President's Commentary (Fall 2004)
By Jim Nelson
Announcer, Vol. 34, Iss. 3
Where Are the "Science Candidates?"
A national election is fast approaching and I notice a lack of candidates speaking to issues of interest to the scientific community let alone the physics community. During the recent AAPT meeting in Sacramento, I was waiting at the airport to pick up participants for the AAPT/PTRA Summer Institute, when I struck up a conversion with a local police officer. Eventually he asked why I was visiting Sacramento, and I indicted that I was attending a meeting of the American Association of Physics Teachers. The next words out of his month were, “I hated physics! I hated it the first day!!”
I wondered, how could that happen on the first day? Perhaps it was not the first day, but that was the officer’s impression. I asked him if he disliked school in general or just physics, and the answer was, “I was not very good at mathematics and they are the same.”
I could tell immediately the officer was able to speak articulately, so I spent a few minutes trying to make an argument that physics is not the same as mathematics. Physics is the innate human need to make sense of the natural world, and that a great deal of understanding about the natural world can be expressed using verbal descriptions as well as mathematical descriptions. Alas, I made no headway in this brief exchange.
I have not done a survey, but I fear there are far more people than necessary with this officer’s attitude about the subject we love. I wonder aloud what is the source of such attitudes?

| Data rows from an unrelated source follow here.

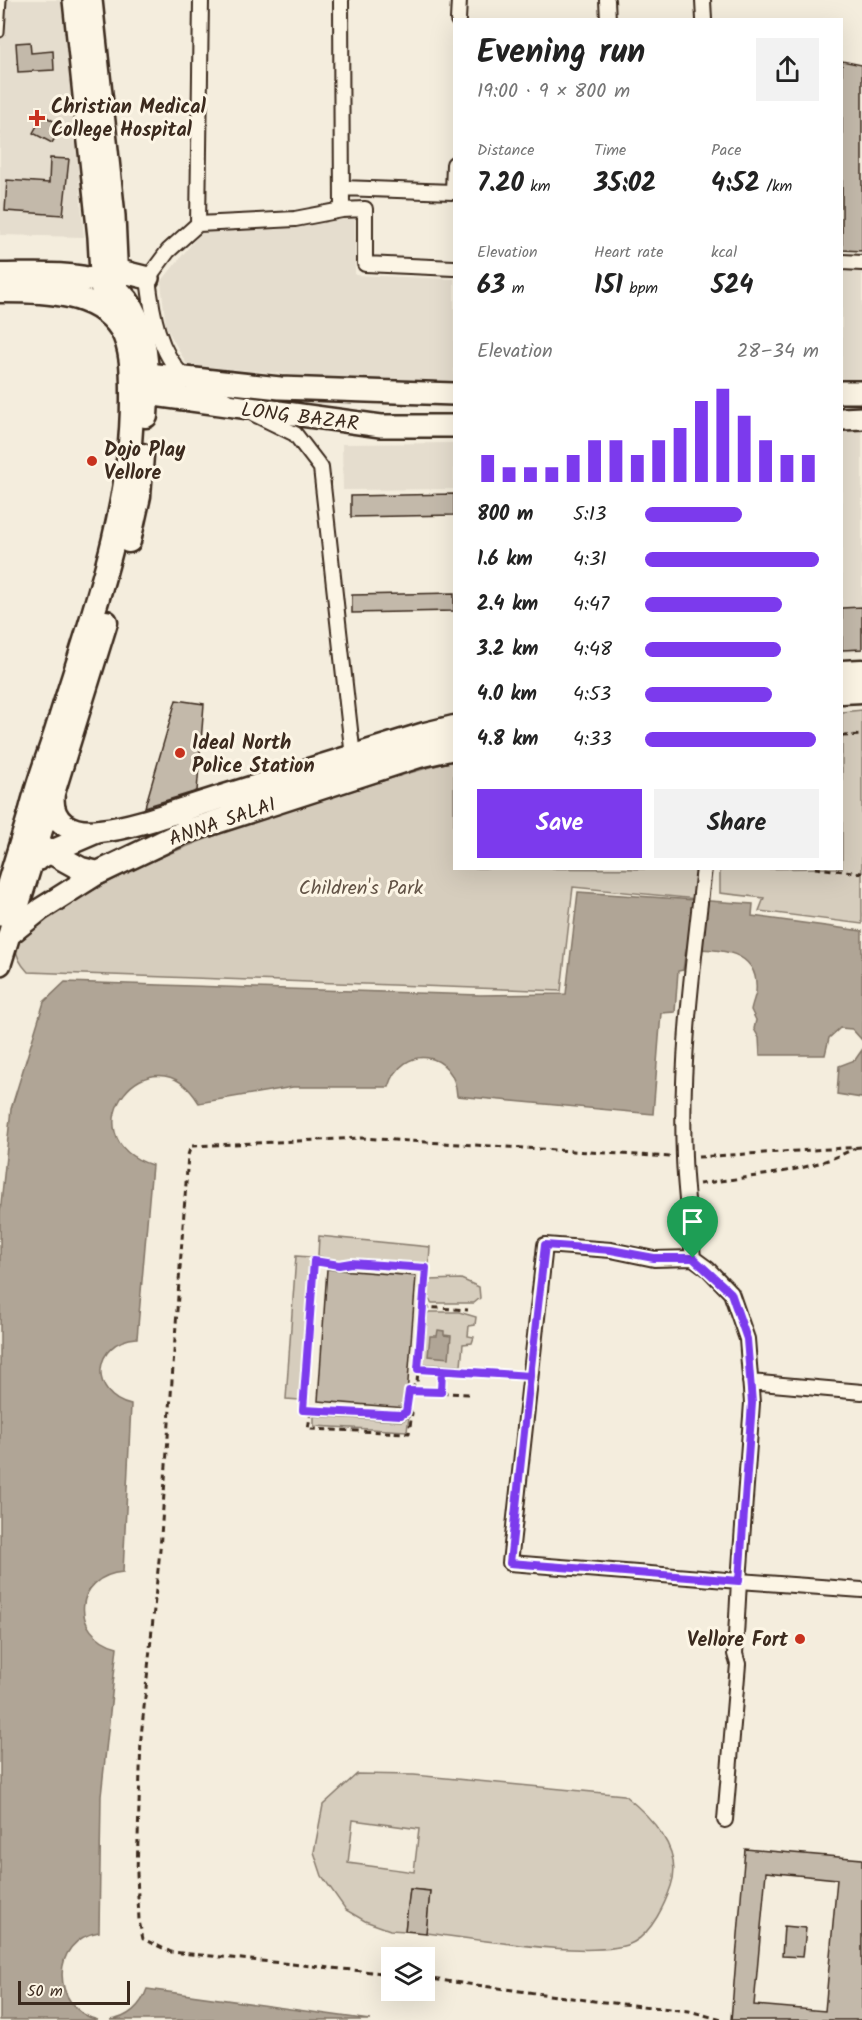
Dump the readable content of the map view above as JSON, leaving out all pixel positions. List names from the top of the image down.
{
  "streets": {
    "highway": ["ANNA SALAI"],
    "main road": ["LONG BAZAR"]
  },
  "parks": ["Children's Park"],
  "places": {
    "health": ["Christian Medical College Hospital"],
    "other": ["Dojo Play Vellore", "Ideal North Police Station", "Vellore Fort"]
  },
  "scale_bar": "50 m",
  "page": {
    "heading": ["Evening run", "19:00 · 9 × 800 m"],
    "stats": [
      ["Distance", "7.20 km"],
      ["Time", "35:02"],
      ["Pace", "4:52 /km"],
      ["Elevation", "63 m"],
      ["Heart rate", "151 bpm"],
      ["kcal", "524"]
    ],
    "chart": ["Elevation", "28–34 m"],
    "list": [
      {
        "name": "800 m",
        "note": "5:13"
      },
      {
        "name": "1.6 km",
        "note": "4:31"
      },
      {
        "name": "2.4 km",
        "note": "4:47"
      },
      {
        "name": "3.2 km",
        "note": "4:48"
      },
      {
        "name": "4.0 km",
        "note": "4:53"
      },
      {
        "name": "4.8 km",
        "note": "4:33"
      }
    ],
    "buttons": ["Save", "Share"],
    "scale": "50 m"
  }
}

Then the difficult realization sets in—as Pogo suggests, "We have met the enemy and it is us." Or as Randall Knight points out in his recent book, Five Easy Lessons, “Physics! that was my worst subject. You must be so smart to understand it! Perhaps an ego booster the first couple of dozen times you hear this, but it slowly dawned on me that this remark was saying something significant—and disagreeable!—about the subject I love.”
No wonder there is little discussion of the issues important to the physics community—there is really no political capital in this. At a time when we need the support and understanding of political decision makers, we are not getting much attention. Too often we convince others that physics is only for the special few and we do not need them. Perhaps it is naive on my part to believe that having more citizens understanding physics will turn more attention to the physics community’s needs when they are most pressing, but I suggest we give it a try. When teaching our students, we need to remember that we will likely need these students’ understanding and support in the future. We ignore this to not only our peril, but also the peril of our nation.

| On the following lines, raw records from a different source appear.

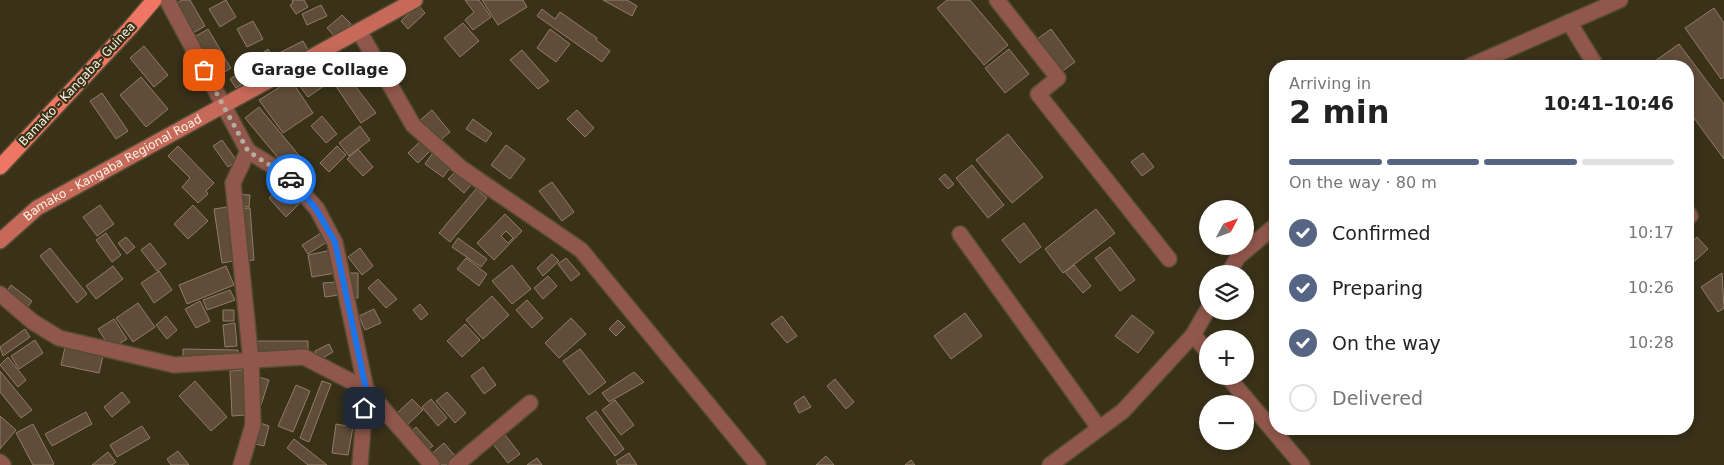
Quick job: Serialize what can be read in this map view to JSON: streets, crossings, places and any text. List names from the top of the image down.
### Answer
{
  "streets": {
    "main road": ["Bamako - Kangaba- Guinea"],
    "street": ["Bamako - Kangaba Regional Road"]
  },
  "places": ["Garage Collage"],
  "north": "top right",
  "page": {
    "bubble": "Garage Collage",
    "heading": ["2 min", "Arriving in", "10:41–10:46"],
    "bar": "On the way · 80 m",
    "map_buttons": ["+", "−"],
    "list": [
      ["Confirmed", "10:17"],
      ["Preparing", "10:26"],
      ["On the way", "10:28"],
      "Delivered"
    ]
  }
}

We need more policy makers in Washington who understand the long-term consequences of our present energy policy, more policy makers in Washington who understand the contribution of immigrants to our scientific knowledge and thus our national defense. At present university physics departments in the United States are having a very difficult time attracting foreign students and even professionals from other countries in part due to the impact of homeland security infrastructure. I predict that this present difficulty of admitting students from other nations and cultures to our universities and the current attitude toward immigrants will have a disastrous impact on not only our national defense but also on our “good guy” on the block image. This image is reinforced every time we tell a potential student he or she is welcome at our universities and in our nation.

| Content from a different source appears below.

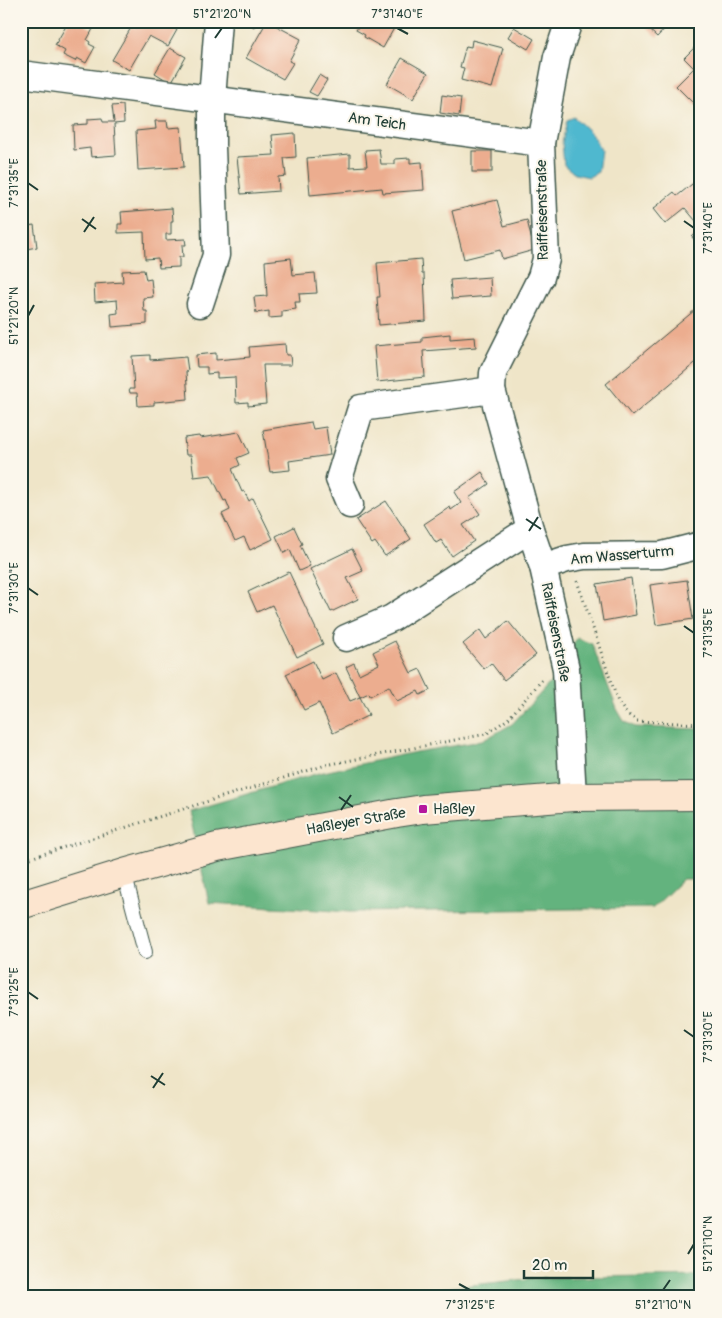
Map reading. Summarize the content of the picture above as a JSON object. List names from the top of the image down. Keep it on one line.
{"streets":{"main road":["Haßleyer Straße"],"street":["Am Teich","Raiffeisenstraße","Am Wasserturm"]},"crossings":[["Am Teich","Raiffeisenstraße"],["Raiffeisenstraße","Am Wasserturm"],["Raiffeisenstraße","Haßleyer Straße"]],"places":{"transit":["Haßley"]},"scale_bar":"20 m","coordinates":["51°21'20\"N","7°31'40\"E","7°31'35\"E","7°31'30\"E","7°31'25\"E","51°21'10\"N"]}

I am only one teacher, but I have recently set a goal for myself when working with high school students and with fellow teachers during AAPT/PTRA workshops, “ … to do no harm.” Much like a doctor’s patients, my students should leave my classroom better than when they entered, with an improved understanding of science, with a belief that they can do and understand physics if they choose to do so, and a realization of the importance of science to our nation’s economy and defense. It is the most patriotic thing I can think to do daily. I know that I have failed in this regard in the past, but I am determined not to do so again. I am not suggesting that Physics is easy or that grades should be inflated. To master any topic requires dedicated effort, but I am suggesting that we can do a better job of making physics interesting and exciting for both the future physicist and the future citizen regardless of the nation that student calls home.
Perhaps our efforts will produce a more scientific literate public and more citizens who understand that our national economy and defense are tightly tied to the strength of our scientific community. I hope we will all meet fewer police officers who believe that physics and physicists are unpleasant.